第十八話 ”武器狩り”は不気味な笑顔へ

 ”武器狩り”を正面にとらえて、戦闘態勢を取っているがっちりとした男。

 大柄な”武器狩り”と並んでも引けを取らない大きい背中に、ヒイラギは安心感を覚えた。


「オニキスさん……。なんでここにいるんですか……」


 痛むわき腹を押さえて、荒い息のまま、もういちどオニキスに問いかける。


「…………」


 その質問に答える気配は微塵もない。

 短刀を持った両手を少しずつ動かして、”武器狩り”とのを合わせているようだった。

 

 ヒイラギはこれ以上の声掛けは邪魔になると考えたが、背を向けて逃げようとは考えなかった。
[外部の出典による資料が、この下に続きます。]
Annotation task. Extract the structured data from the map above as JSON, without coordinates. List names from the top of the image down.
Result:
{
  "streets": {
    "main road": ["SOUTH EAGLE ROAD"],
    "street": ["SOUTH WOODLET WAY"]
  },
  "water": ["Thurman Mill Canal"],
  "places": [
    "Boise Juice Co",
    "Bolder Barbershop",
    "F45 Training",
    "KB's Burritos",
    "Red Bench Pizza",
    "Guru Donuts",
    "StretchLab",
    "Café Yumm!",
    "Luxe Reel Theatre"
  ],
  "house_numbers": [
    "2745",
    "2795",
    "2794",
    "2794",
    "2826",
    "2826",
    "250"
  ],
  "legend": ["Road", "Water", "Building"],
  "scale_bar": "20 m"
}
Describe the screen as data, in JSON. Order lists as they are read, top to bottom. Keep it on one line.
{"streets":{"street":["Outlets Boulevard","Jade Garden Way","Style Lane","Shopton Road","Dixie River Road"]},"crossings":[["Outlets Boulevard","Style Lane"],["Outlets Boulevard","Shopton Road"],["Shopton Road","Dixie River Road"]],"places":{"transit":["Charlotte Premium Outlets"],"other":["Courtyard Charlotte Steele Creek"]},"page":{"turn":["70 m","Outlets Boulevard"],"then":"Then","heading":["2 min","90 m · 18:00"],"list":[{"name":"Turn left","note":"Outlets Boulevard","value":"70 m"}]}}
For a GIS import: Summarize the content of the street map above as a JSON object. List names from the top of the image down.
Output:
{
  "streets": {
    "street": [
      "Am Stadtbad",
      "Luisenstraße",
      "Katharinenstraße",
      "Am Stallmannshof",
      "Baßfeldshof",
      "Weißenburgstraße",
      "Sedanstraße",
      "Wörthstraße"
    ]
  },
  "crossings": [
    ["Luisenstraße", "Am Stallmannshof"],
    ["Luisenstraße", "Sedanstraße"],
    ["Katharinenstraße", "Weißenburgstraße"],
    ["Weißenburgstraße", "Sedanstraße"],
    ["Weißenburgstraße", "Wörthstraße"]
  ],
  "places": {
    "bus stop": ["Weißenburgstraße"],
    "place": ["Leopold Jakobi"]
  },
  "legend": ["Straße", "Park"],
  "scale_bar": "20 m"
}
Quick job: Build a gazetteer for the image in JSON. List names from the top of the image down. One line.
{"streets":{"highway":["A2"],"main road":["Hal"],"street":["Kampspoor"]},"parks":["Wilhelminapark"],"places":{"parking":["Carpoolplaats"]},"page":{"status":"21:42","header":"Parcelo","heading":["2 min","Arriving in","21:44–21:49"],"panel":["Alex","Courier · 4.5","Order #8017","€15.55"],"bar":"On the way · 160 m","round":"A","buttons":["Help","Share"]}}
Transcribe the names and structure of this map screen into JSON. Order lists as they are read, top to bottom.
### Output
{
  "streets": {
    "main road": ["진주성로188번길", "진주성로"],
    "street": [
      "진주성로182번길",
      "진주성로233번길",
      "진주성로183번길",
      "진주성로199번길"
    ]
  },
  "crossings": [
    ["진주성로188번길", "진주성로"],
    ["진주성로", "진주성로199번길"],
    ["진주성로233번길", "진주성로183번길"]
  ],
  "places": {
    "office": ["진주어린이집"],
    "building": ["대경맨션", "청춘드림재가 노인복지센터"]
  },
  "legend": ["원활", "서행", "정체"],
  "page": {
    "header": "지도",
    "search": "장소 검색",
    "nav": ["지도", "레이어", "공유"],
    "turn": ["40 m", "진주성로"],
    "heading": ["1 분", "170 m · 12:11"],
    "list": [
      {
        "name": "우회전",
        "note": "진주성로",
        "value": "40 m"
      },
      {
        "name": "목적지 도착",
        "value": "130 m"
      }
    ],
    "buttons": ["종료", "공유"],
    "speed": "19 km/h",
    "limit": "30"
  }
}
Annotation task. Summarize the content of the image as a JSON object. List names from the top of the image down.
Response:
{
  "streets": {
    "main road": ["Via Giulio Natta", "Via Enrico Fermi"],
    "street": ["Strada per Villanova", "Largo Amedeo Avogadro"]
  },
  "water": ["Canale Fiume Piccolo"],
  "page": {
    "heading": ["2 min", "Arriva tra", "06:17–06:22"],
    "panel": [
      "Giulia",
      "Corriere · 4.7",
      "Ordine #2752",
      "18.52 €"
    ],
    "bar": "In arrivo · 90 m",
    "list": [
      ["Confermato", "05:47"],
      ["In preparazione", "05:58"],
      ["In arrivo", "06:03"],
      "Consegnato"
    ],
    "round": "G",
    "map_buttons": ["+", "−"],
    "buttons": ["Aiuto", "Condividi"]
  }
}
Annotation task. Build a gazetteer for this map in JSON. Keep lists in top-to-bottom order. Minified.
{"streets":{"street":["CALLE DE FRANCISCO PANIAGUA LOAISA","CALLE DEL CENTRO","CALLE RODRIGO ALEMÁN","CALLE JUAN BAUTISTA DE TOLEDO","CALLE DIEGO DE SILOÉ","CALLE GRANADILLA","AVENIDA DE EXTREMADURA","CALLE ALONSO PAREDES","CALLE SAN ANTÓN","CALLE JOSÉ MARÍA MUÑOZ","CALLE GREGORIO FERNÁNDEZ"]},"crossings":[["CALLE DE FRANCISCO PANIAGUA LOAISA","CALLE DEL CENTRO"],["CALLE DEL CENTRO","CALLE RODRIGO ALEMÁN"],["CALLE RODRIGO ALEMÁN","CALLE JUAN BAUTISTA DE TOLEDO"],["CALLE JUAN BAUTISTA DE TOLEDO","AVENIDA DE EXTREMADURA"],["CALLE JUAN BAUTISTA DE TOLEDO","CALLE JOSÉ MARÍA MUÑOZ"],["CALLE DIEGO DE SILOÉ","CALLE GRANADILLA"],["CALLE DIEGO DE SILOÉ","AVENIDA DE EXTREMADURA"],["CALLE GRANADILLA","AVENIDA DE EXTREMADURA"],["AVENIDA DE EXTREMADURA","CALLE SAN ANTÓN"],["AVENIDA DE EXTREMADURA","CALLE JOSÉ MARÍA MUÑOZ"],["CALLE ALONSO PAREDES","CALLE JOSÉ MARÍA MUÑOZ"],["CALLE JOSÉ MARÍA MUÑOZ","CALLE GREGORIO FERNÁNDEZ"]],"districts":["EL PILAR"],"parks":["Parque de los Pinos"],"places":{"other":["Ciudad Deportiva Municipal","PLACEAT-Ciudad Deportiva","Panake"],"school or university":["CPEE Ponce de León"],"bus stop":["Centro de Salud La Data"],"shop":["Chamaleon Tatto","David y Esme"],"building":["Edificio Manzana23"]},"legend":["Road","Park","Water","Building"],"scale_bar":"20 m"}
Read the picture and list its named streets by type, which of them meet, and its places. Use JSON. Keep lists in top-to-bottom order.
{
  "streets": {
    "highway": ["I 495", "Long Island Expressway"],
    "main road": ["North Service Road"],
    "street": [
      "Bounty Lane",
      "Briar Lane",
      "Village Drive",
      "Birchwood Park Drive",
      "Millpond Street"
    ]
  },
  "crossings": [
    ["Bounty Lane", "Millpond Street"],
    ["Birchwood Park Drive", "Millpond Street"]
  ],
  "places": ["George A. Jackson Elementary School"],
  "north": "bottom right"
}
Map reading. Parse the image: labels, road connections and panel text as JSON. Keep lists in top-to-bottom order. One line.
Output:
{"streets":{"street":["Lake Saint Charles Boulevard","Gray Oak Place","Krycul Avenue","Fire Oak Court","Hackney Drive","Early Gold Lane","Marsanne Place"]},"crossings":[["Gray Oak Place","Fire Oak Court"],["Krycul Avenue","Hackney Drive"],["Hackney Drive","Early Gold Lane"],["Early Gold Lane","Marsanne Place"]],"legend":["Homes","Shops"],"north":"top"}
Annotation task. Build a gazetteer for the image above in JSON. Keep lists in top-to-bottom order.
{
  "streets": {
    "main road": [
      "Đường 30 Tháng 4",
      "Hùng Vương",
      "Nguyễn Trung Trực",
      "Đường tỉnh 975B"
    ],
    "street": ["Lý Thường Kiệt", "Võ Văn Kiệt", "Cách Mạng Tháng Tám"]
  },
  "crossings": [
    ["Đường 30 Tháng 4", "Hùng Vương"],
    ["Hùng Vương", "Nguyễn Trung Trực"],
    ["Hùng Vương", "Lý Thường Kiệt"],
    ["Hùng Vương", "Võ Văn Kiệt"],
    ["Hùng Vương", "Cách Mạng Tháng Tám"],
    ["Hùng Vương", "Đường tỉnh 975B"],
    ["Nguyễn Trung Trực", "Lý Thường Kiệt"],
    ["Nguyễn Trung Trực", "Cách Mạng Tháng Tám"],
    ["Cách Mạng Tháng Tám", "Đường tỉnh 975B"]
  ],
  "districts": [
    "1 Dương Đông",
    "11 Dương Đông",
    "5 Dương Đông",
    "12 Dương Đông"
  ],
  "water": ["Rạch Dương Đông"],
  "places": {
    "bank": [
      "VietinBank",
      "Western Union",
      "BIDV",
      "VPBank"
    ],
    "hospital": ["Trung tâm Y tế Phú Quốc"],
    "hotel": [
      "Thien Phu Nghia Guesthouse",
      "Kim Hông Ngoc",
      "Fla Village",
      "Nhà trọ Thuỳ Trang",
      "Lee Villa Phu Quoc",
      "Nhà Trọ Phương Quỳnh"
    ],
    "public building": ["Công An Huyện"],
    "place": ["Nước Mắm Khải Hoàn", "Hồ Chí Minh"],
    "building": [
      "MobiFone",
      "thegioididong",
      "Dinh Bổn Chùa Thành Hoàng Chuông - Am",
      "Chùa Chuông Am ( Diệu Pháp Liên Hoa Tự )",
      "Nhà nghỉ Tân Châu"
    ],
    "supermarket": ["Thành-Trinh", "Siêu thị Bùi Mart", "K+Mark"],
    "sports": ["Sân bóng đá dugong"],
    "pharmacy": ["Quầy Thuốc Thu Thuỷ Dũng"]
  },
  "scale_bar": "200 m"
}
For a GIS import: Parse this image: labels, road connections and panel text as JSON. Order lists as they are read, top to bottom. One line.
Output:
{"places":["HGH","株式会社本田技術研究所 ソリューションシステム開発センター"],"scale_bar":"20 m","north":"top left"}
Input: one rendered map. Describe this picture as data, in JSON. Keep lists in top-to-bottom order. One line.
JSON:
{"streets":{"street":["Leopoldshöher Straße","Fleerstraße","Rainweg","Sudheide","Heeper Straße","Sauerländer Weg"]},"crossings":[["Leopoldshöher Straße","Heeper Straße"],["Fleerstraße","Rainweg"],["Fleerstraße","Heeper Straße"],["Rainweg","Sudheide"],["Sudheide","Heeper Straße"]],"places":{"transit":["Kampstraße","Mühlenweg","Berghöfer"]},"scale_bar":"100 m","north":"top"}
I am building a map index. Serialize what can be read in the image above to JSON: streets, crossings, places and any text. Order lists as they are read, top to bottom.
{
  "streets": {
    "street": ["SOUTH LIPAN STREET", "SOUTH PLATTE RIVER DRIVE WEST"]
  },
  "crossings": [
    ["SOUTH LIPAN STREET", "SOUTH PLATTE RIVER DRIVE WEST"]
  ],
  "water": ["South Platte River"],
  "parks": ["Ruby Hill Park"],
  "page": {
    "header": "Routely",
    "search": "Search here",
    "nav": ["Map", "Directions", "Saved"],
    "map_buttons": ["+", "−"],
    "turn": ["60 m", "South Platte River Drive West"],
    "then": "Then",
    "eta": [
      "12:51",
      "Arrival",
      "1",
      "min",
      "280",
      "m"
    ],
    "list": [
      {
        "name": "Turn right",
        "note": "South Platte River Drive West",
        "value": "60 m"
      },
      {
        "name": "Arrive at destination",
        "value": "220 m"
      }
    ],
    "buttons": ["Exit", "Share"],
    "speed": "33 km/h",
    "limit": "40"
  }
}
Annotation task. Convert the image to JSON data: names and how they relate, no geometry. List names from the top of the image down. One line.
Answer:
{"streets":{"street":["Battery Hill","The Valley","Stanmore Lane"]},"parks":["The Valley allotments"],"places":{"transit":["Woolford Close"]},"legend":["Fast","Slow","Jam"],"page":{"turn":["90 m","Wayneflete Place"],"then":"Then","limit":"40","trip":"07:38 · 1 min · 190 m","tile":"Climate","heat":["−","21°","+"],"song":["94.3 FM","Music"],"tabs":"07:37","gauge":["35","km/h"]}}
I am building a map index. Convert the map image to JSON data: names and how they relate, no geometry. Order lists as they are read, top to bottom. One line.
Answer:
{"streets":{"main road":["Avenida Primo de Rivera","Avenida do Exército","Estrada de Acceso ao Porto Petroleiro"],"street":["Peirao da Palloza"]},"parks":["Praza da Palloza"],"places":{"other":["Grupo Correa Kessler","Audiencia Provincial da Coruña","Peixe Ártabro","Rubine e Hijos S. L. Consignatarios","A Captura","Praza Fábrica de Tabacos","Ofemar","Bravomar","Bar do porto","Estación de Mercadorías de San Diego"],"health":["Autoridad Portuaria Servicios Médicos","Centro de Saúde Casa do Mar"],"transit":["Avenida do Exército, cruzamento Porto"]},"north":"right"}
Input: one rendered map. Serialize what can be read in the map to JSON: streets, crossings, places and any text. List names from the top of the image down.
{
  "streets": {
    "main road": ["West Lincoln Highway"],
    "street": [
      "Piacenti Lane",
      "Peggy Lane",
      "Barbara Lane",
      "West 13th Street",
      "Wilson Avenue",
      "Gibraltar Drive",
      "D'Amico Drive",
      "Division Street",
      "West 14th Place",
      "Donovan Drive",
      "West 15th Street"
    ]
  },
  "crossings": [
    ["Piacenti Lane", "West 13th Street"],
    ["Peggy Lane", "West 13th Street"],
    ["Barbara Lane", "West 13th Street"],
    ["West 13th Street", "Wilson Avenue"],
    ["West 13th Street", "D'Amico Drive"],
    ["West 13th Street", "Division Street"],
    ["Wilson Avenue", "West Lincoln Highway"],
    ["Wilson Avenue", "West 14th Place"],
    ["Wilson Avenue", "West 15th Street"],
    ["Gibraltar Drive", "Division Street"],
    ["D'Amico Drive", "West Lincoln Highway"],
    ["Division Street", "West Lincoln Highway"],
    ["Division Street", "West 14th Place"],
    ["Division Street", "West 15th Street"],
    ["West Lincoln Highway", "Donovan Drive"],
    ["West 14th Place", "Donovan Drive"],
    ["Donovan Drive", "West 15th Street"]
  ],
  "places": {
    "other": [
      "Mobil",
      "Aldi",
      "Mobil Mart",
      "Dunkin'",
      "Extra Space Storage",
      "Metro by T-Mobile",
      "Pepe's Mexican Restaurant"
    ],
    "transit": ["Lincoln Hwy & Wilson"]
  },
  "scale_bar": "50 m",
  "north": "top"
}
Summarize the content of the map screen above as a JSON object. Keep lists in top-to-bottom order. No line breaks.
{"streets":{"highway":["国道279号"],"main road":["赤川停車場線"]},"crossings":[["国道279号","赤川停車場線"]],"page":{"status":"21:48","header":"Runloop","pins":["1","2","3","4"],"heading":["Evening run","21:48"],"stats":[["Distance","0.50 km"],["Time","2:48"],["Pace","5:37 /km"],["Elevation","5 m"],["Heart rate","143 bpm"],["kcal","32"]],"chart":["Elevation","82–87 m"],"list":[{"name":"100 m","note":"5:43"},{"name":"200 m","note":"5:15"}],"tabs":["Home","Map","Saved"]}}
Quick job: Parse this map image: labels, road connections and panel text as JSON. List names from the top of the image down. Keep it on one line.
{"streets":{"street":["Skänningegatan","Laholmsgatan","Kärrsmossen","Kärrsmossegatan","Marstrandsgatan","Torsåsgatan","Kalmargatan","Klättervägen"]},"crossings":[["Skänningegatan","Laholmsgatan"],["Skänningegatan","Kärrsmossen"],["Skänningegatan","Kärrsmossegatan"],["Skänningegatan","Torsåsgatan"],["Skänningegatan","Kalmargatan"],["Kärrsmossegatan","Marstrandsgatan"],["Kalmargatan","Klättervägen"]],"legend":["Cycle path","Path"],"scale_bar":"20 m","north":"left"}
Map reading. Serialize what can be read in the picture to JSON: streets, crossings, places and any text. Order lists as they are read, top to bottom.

(あの足元に刺さっている剣を取り戻して、オニキスさんに加勢するんだ……!)


 にらみ合うふたりを中心とした円を大回りして、白銀の剣を取り戻そうと、ふらつきながら移動を始めた。


 一方、視覚に入るその姿を完全に無視して、いきなり降ってきた男に集中する”武器狩り”。

 その登場方法と2本の短刀を持つ姿から、その正体へとたどり着く。


「お前。”天駆る暗殺者”か。

 俺もお前に狙われるほどの男になったということか」


 今まで無表情だった顔に、気味の悪い笑顔が彫られる。


「殺してきた甲斐があった。

 そして。

 ここでお前を殺せば、俺の悪名はもっと轟くことになる」


 手に持ったハンマーの石突で地面を穿うがつと、オニキスに向かって突撃した。

 勢いが乗った大振りの横薙ぎを見て、何もない空中に両手の短刀を刺して体を持ち上げると、笑ったままの顔へと膝蹴りを見舞う。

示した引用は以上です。